I waited patiently as she paused to gather herself again. “Our silence encouraged him more and he continued to exploit me for a few months. My parents eventually, changed my school satisfied that a wise solution has been reached. But my fear of school didn’t change. I stopped talking and making friends. People took me to be an introvert and left me alone which aggravated my pain”.
She began to shiver, recalling everything. I held her hands firmly, in support.
“I somehow, limped through class 12 and completed graduation through distance learning. I was always confined to my room ashamed of facing the society. He had left deep festering wounds on my body and mind which could never heal”.
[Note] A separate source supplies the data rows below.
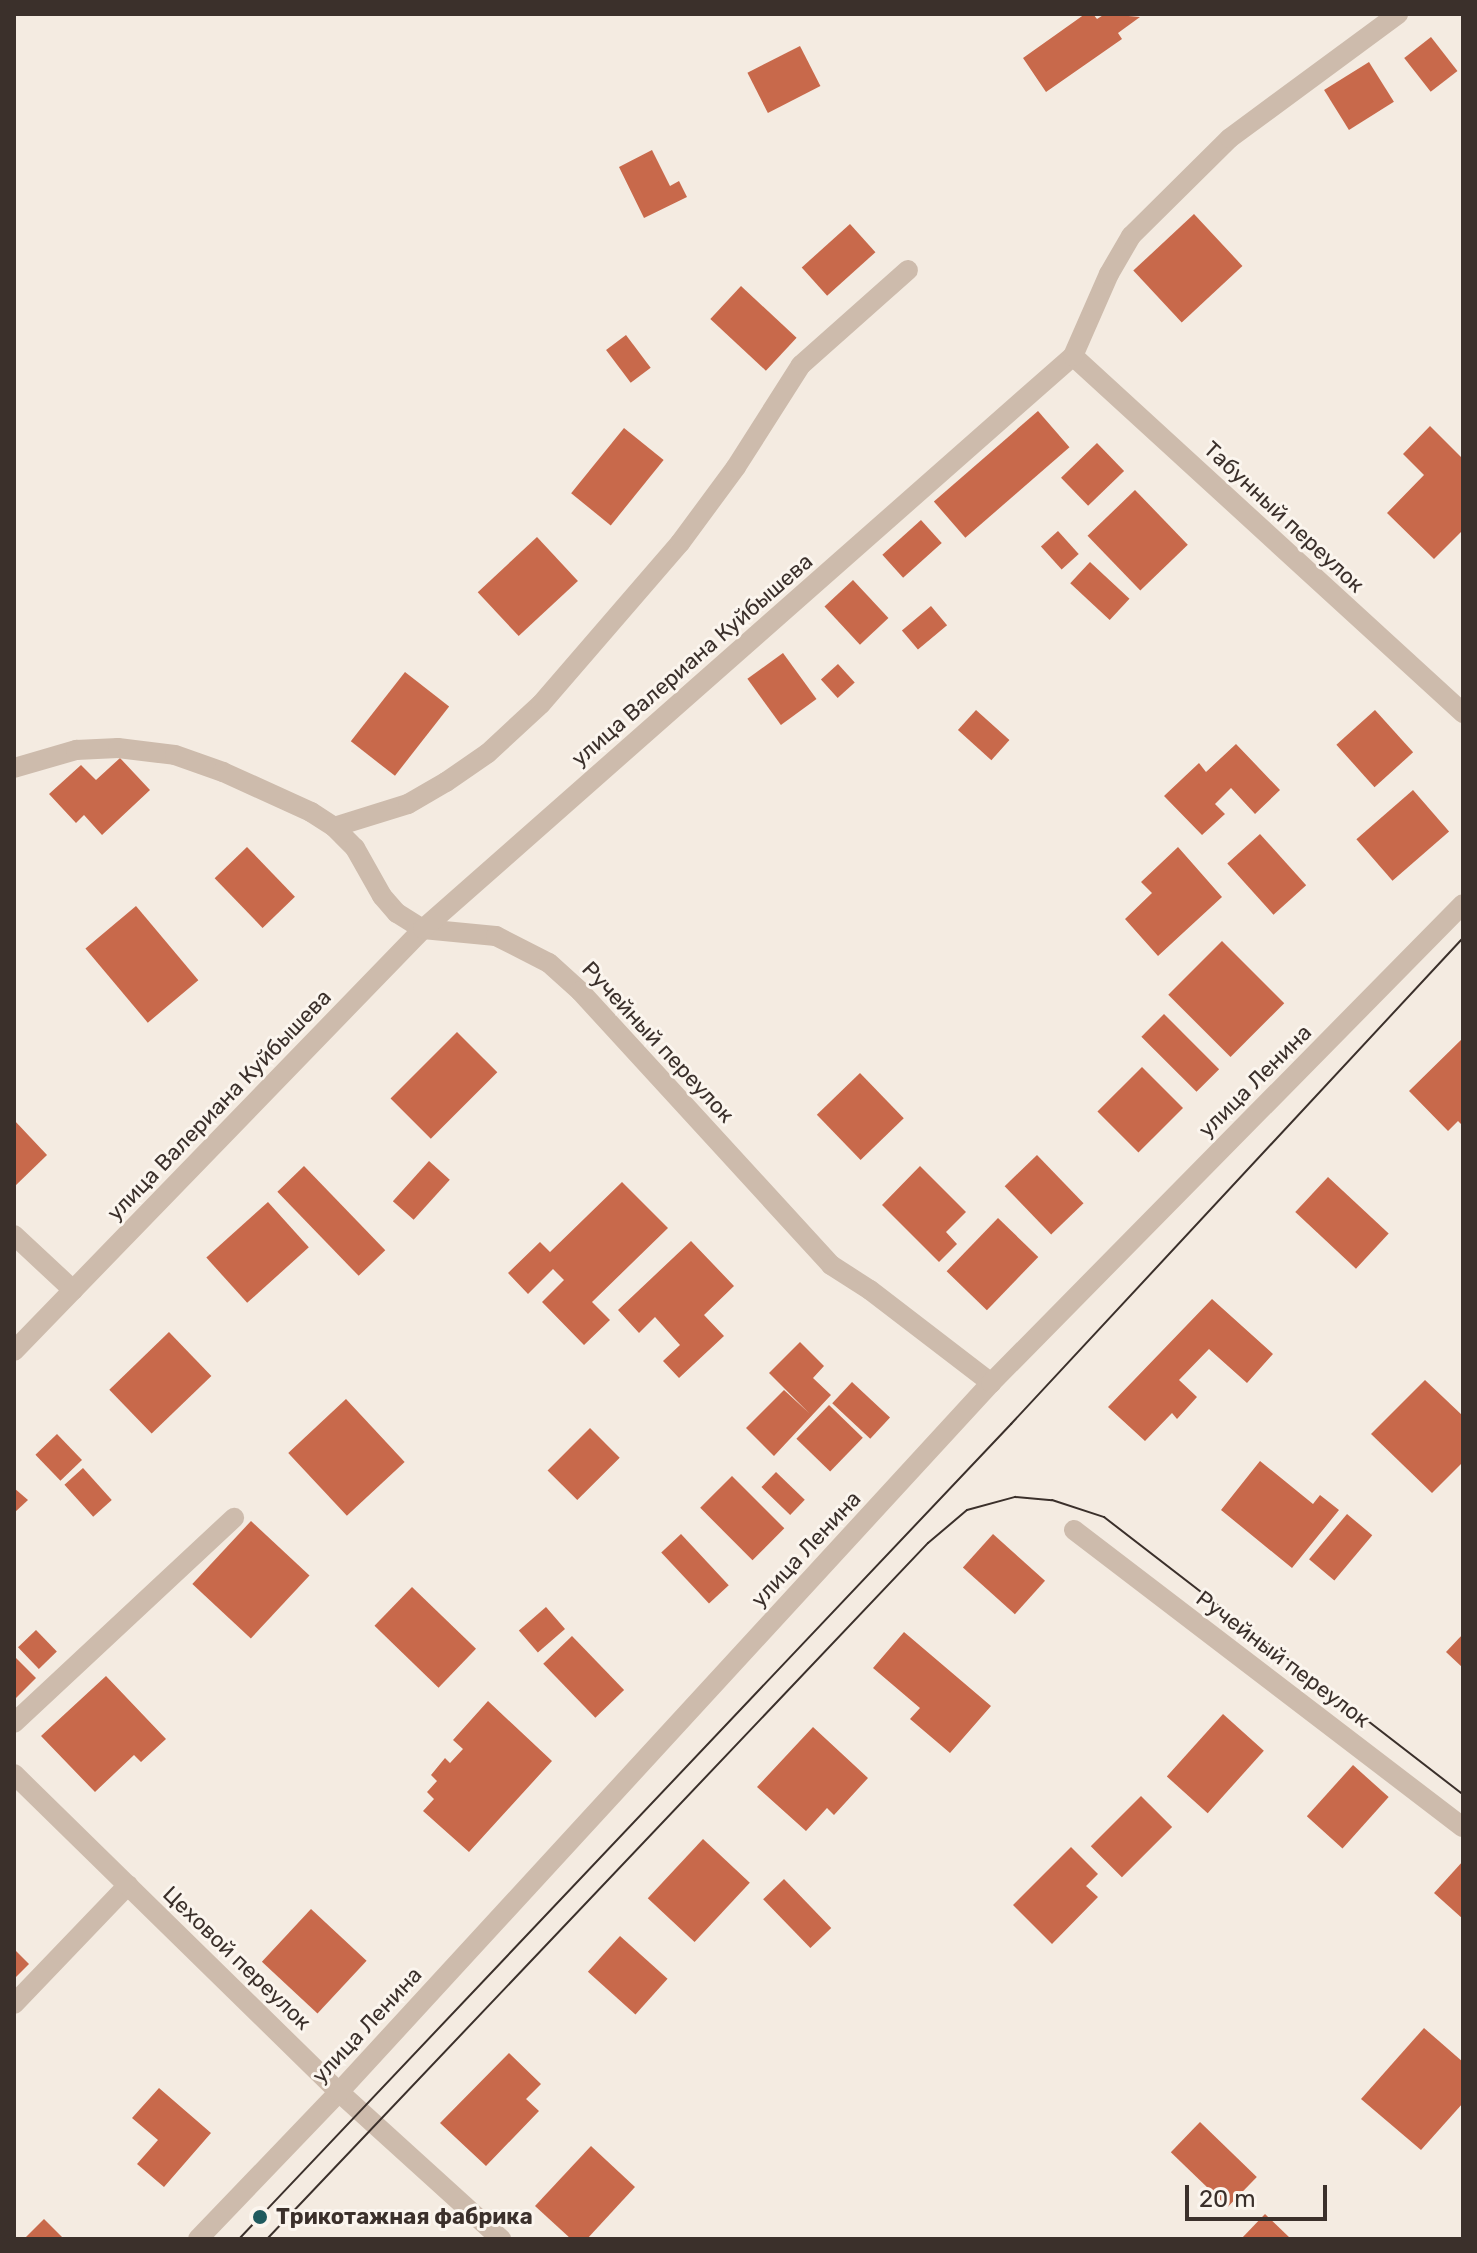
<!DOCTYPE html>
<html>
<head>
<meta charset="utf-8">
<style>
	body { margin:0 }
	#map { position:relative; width:1477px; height:2253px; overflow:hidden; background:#f4ebe1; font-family:Rubik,sans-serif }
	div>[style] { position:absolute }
	.building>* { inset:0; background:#c8694b; transform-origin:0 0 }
	.service>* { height:20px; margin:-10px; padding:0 10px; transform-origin:10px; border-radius:10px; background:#cdbbac }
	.minor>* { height:20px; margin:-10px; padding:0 10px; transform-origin:10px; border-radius:10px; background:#cdbbac }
	.tram>* { height:2px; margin:-1px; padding:0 1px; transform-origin:1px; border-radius:1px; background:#3b302b }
	.dots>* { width:22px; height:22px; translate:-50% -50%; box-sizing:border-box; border:4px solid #fbf5ee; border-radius:50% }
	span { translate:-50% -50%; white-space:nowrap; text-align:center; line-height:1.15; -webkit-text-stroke:6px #fbf5ee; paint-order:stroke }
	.street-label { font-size:22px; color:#3b302b }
	.poi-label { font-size:22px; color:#3b302b; font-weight:700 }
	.left { translate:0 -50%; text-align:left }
	.frame { position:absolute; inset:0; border:16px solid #3b302b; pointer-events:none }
	.scale { position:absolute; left:1185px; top:2185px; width:142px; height:36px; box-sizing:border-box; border:4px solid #3b302b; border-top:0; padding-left:10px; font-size:24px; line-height:28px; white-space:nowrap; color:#3b302b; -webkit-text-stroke:6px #fbf5ee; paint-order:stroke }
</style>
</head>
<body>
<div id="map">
	<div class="building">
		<i style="clip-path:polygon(1085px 14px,1093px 14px,1097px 19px,1105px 14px,1140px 17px,1118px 33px,1122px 39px,1046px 92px,1023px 58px)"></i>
		<i style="left:1431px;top:37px;width:43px;height:34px;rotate:52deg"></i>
		<i style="left:800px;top:46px;width:45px;height:59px;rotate:63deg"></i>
		<i style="left:1369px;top:62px;width:47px;height:53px;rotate:58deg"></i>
		<i style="clip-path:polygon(652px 150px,670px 186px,679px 181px,687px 197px,644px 218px,619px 167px)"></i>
		<i style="left:1194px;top:214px;width:71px;height:83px;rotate:47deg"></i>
		<i style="left:850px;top:224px;width:38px;height:65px;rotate:48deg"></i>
		<i style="left:741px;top:286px;width:76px;height:45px;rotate:43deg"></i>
		<i style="left:626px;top:335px;width:41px;height:25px;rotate:53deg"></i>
		<i style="left:1038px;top:411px;width:48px;height:138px;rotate:49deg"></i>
		<i style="clip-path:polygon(1430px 426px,1463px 459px,1463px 530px,1434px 559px,1387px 513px,1424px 475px,1403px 454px)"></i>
		<i style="left:624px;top:428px;width:51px;height:84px;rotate:39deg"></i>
		<i style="left:1097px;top:443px;width:39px;height:50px;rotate:46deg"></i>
		<i style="left:1135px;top:490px;width:76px;height:66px;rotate:46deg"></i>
		<i style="left:921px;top:520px;width:31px;height:52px;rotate:48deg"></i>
		<i style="left:1058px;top:531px;width:31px;height:23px;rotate:48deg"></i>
		<i style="left:537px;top:537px;width:60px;height:81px;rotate:47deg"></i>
		<i style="left:1090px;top:562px;width:54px;height:29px;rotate:43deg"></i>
		<i style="left:853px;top:580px;width:52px;height:39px;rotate:47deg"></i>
		<i style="left:931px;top:606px;width:25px;height:38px;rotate:50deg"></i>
		<i style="left:783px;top:653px;width:57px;height:44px;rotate:54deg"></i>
		<i style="left:838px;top:664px;width:25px;height:23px;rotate:48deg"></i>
		<i style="left:405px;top:672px;width:56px;height:88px;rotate:38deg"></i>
		<i style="left:976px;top:710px;width:45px;height:27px;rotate:42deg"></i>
		<i style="left:1375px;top:710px;width:57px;height:52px;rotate:48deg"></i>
		<i style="clip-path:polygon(1236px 744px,1280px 790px,1255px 814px,1231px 788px,1215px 804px,1225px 814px,1202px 835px,1164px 796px,1199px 763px,1206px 772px)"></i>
		<i style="clip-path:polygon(120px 758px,150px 790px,102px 835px,84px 815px,76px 823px,49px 794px,81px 765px,96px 780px)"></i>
		<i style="left:1413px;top:790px;width:55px;height:75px;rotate:49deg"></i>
		<i style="left:1260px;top:834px;width:69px;height:44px;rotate:48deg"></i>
		<i style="left:247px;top:847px;width:69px;height:45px;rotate:46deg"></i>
		<i style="clip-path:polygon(1178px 847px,1222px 897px,1158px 956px,1125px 919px,1152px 893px,1141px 882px)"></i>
		<i style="left:136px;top:906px;width:97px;height:66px;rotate:50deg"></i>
		<i style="left:1222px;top:941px;width:88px;height:76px;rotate:45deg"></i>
		<i style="left:1164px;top:1014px;width:78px;height:32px;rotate:45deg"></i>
		<i style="left:457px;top:1032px;width:57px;height:94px;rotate:45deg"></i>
		<i style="clip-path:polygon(1463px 1038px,1463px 1126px,1458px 1121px,1448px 1131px,1409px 1091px)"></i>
		<i style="left:1142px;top:1067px;width:58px;height:63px;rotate:45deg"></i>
		<i style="left:860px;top:1073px;width:63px;height:60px;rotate:46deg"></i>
		<i style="clip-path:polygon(14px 1120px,47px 1155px,14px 1187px)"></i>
		<i style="left:1037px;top:1155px;width:67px;height:45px;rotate:46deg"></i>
		<i style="left:429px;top:1161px;width:28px;height:54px;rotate:42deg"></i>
		<i style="left:304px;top:1166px;width:117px;height:37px;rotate:46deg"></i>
		<i style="clip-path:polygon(920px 1166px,966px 1212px,946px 1232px,957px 1244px,939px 1262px,882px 1205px)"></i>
		<i style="left:1328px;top:1177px;width:83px;height:48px;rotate:43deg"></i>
		<i style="clip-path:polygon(622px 1182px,668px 1228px,592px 1302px,610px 1320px,584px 1345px,542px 1302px,564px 1280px,553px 1269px,528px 1294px,508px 1273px,540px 1242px,550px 1252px)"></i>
		<i style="left:268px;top:1202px;width:61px;height:83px;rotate:48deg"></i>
		<i style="left:998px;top:1218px;width:56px;height:74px;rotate:44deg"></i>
		<i style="clip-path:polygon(691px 1241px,734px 1286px,704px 1315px,724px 1336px,679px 1378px,663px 1361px,680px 1345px,655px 1317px,639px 1333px,618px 1310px)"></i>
		<i style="clip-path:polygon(1212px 1299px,1273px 1354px,1247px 1383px,1209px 1349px,1179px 1380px,1197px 1397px,1177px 1419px,1172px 1413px,1145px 1441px,1108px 1407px)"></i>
		<i style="left:169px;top:1332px;width:61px;height:83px;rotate:46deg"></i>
		<i style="clip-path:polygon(800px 1342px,824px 1366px,813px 1378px,831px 1395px,774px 1456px,746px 1428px,784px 1390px,809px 1413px,769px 1373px)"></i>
		<i style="clip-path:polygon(1425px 1380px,1463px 1416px,1463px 1462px,1432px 1493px,1371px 1434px)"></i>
		<i style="left:852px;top:1382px;width:52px;height:29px;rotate:43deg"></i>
		<i style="left:346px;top:1399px;width:86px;height:79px;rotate:47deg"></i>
		<i style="left:829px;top:1405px;width:47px;height:47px;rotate:44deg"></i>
		<i style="left:590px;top:1428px;width:42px;height:60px;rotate:45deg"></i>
		<i style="left:57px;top:1434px;width:36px;height:30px;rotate:46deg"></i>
		<i style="clip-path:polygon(1260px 1461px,1313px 1504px,1320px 1495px,1339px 1510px,1292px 1568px,1221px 1510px)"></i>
		<i style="left:83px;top:1468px;width:43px;height:25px;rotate:48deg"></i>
		<i style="left:776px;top:1472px;width:40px;height:21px;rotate:44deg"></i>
		<i style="left:732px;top:1476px;width:74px;height:45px;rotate:45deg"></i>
		<i style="clip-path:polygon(14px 1488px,28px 1500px,14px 1513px)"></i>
		<i style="left:1347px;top:1514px;width:33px;height:59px;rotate:40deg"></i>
		<i style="left:251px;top:1521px;width:80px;height:86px;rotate:43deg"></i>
		<i style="left:681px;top:1534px;width:70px;height:27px;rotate:47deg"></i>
		<i style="left:993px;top:1534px;width:70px;height:45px;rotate:42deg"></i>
		<i style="left:412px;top:1587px;width:89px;height:54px;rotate:44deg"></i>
		<i style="left:546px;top:1607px;width:29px;height:36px;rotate:49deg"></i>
		<i style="left:36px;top:1630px;width:30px;height:25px;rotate:46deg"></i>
		<i style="clip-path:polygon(904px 1632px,991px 1706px,950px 1753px,910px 1719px,920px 1708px,873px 1668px)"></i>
		<i style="clip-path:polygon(1463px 1634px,1463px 1668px,1446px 1652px)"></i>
		<i style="left:572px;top:1636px;width:75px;height:40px;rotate:46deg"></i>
		<i style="clip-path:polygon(14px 1656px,36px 1678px,14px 1700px)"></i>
		<i style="clip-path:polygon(106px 1676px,166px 1739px,141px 1762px,134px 1755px,95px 1792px,41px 1736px)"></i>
		<i style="clip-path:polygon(488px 1701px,552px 1761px,469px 1852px,423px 1811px,434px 1799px,427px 1792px,437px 1781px,431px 1775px,445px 1758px,450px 1763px,463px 1749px,453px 1740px)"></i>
		<i style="left:1223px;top:1714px;width:55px;height:84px;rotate:42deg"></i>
		<i style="clip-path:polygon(813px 1727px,868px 1778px,834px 1815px,827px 1808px,806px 1831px,757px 1787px)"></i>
		<i style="left:1353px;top:1765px;width:48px;height:69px;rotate:42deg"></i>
		<i style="left:1141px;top:1796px;width:44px;height:71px;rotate:45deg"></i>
		<i style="left:703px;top:1839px;width:64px;height:81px;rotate:43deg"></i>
		<i style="clip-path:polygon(1071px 1847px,1098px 1874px,1086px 1886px,1098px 1897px,1052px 1944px,1013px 1905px)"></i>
		<i style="clip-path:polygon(1463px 1861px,1463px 1919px,1434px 1893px)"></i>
		<i style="left:784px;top:1879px;width:68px;height:29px;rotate:46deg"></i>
		<i style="left:311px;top:1909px;width:76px;height:72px;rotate:43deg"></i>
		<i style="left:620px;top:1936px;width:64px;height:48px;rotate:42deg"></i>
		<i style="clip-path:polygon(14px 1949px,29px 1964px,14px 1979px)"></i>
		<i style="clip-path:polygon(1424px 2028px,1463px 2062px,1463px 2103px,1421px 2150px,1361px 2099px)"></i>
		<i style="clip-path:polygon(509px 2053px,541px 2084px,526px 2099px,539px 2111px,486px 2166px,440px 2123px)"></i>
		<i style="clip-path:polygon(159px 2088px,211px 2133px,164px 2187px,137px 2164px,158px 2140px,132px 2118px)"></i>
		<i style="left:1200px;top:2122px;width:79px;height:42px;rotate:44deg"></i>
		<i style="clip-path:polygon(591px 2146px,635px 2187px,587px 2239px,571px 2239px,535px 2206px)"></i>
		<i style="clip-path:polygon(1265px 2214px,1291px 2239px,1241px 2239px)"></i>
		<i style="clip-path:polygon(44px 2219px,64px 2239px,24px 2239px)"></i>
	</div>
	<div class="service">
		<i style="left:334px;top:827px;width:77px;rotate:-17.3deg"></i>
		<i style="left:408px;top:804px;width:44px;rotate:-30.1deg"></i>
		<i style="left:446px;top:782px;width:51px;rotate:-34.6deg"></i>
		<i style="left:488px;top:753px;width:72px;rotate:-42.8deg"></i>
		<i style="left:541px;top:704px;width:213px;rotate:-49.2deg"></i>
		<i style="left:680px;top:543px;width:94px;rotate:-53.6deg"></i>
		<i style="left:736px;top:467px;width:121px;rotate:-57.5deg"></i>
		<i style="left:801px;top:365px;width:143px;rotate:-41.6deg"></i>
		<i style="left:14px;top:1235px;width:81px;rotate:43deg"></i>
		<i style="left:14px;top:1723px;width:301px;rotate:-43deg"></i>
		<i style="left:14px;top:2004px;width:165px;rotate:-46.2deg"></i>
	</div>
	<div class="minor">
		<i style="left:1073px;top:356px;width:529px;rotate:42.47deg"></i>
		<i style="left:14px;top:768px;width:65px;rotate:-16.2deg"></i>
		<i style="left:76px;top:750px;width:42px;rotate:-2.7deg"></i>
		<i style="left:118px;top:748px;width:57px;rotate:7deg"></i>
		<i style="left:175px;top:755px;width:51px;rotate:19.5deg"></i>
		<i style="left:223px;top:772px;width:97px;rotate:24.4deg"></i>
		<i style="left:311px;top:812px;width:27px;rotate:33deg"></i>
		<i style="left:334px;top:827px;width:30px;rotate:45deg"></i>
		<i style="left:355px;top:848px;width:55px;rotate:60.6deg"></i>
		<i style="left:382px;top:896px;width:23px;rotate:49deg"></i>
		<i style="left:397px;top:913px;width:31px;rotate:32deg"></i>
		<i style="left:423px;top:929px;width:73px;rotate:5.5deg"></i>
		<i style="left:496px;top:936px;width:59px;rotate:27deg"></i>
		<i style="left:549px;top:963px;width:42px;rotate:42.1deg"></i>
		<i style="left:580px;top:991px;width:372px;rotate:47.5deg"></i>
		<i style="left:831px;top:1265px;width:46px;rotate:32.7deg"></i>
		<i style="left:870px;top:1290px;width:153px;rotate:37.5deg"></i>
		<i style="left:14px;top:1351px;width:588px;rotate:-45.9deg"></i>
		<i style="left:423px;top:929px;width:867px;rotate:-41.4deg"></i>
		<i style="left:1073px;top:356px;width:90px;rotate:-66.3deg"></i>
		<i style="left:1109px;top:274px;width:44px;rotate:-59.9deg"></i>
		<i style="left:1131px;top:236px;width:139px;rotate:-44.7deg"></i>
		<i style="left:1230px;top:138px;width:209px;rotate:-36.4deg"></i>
		<i style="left:1074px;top:1530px;width:489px;rotate:37.4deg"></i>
		<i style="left:14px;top:1774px;width:455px;rotate:44.4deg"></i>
		<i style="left:339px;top:2092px;width:219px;rotate:42.2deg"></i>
		<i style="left:198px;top:2239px;width:204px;rotate:-46.2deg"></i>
		<i style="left:339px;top:2092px;width:963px;rotate:-47.4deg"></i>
		<i style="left:991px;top:1383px;width:672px;rotate:-45.42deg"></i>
	</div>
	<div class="tram">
		<i style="left:239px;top:2239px;width:1123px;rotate:-46.55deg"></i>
		<i style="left:1011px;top:1424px;width:664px;rotate:-47.08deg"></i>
		<i style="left:267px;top:2239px;width:960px;rotate:-46.48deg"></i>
		<i style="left:928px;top:1543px;width:51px;rotate:-40.2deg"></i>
		<i style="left:967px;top:1510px;width:50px;rotate:-15.2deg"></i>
		<i style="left:1015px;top:1497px;width:37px;rotate:5deg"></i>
		<i style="left:1052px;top:1500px;width:55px;rotate:18.1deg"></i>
		<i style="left:1104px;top:1517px;width:453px;rotate:37.7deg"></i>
	</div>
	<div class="dots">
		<i style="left:260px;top:2217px;background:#1f5a5e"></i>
	</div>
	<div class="street-label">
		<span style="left:1284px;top:517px;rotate:43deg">Табунный переулок</span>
		<span style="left:692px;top:660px;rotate:-41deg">улица Валериана Куйбышева</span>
		<span style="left:658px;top:1042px;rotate:47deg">Ручейный переулок</span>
		<span style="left:1255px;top:1081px;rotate:-45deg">улица Ленина</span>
		<span style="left:219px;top:1105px;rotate:-46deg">улица Валериана Куйбышева</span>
		<span style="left:806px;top:1549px;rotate:-47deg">улица Ленина</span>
		<span style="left:1283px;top:1659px;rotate:37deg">Ручейный переулок</span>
		<span style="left:237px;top:1958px;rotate:44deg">Цеховой переулок</span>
		<span style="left:367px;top:2025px;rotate:-47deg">улица Ленина</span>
	</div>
	<div class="poi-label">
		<span class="left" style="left:276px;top:2217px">Трикотажная фабрика</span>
	</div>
	<div class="frame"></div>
	<div class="scale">20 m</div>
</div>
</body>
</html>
“And now, as I turn 20, my parents want to let go off their ‘burden’ and marry me off…..to you. I can’t cheat you. I am not ready to marry and will never be.” For the first time, she looked me in the eye.
“It’s okay. Don’t marry me”. I consoled her. “But don’t torture yourself like this. Let go off the pain and face the world. Don’t victimize yourself for life”.
Hidden and silent emotions are one’s biggest enemy and all of the medical fraternity stands united on this stance. The sooner we deal with it, the better. So vent out all your anger, guilt, shame, fear or whatever is troubling you. Don’t be cruel and abuse yourself further. Share your pain—you don’t need to take it to your grave.
Don’t be afraid to seek help – from a friend, a counselor, a sibling, a professional or any trusted source, before the damage is beyond repair.
P.S: After some heart to heart dialogues, she finally agreed to marry me, with a resolve that she would fight against this menace. For herself and everyone. I am so glad she did!!